Management of Craniofacial Clefts
The management is based on a multi-disciplinary team focusing on treatment function, cavity separation, and cosmesis.
Principles
The management of craniofacial clefts is centred on a multi-disciplinary team. The goal of treatment is to restore function, cosmesis, and normal anatomical alignment of structures and cavities.
Critical aspects of the management focus on:
- Eyes: Eyelid reconstruction to prevent globe exposure.
- Mouth: functional correction of macrostoma.
- Cavities: recreate separations between nose, mouth, and orbits.
Techniques
To achieve these goals, a myriad of techniques is available. These include:
- Distraction Osteogenesis
- Bone grafting
- Alloplastic implants
- Tissue Expansion
- Flap Reconstruction
Conclusion
1. Craniofacial Clefts: You've understood the definition and classification of craniofacial clefts, ranging from numbers 0 to 14, based on the Tessier classification.
2. Pathogenesis: You understand the developmental disruptions that lead to craniofacial clefts, including the failure of fusion and dehiscence, influenced by genetic and environmental factors.
3. Types of Clefts: You've learned about the different types of craniofacial clefts categorized under oral-nasal, oral-ocular, lateral facial, and cranial groups, along with their specific anatomical impacts.
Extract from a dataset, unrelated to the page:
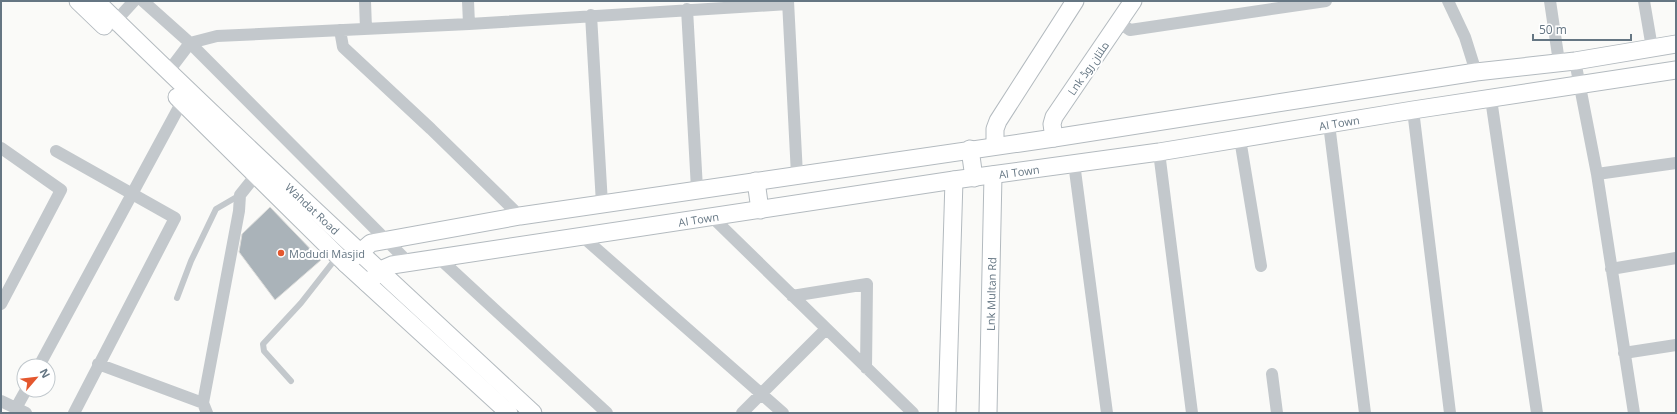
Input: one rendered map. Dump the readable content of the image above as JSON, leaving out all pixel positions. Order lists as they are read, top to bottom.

4. Management: You have become familiar with the multidisciplinary approach to treating craniofacial clefts, focusing on restoring function and cosmesis through various surgical and non-surgical techniques.
5. Early Intervention: You understand the importance of early and accurate diagnosis and intervention in managing craniofacial clefts to improve functional and aesthetic outcomes for patients.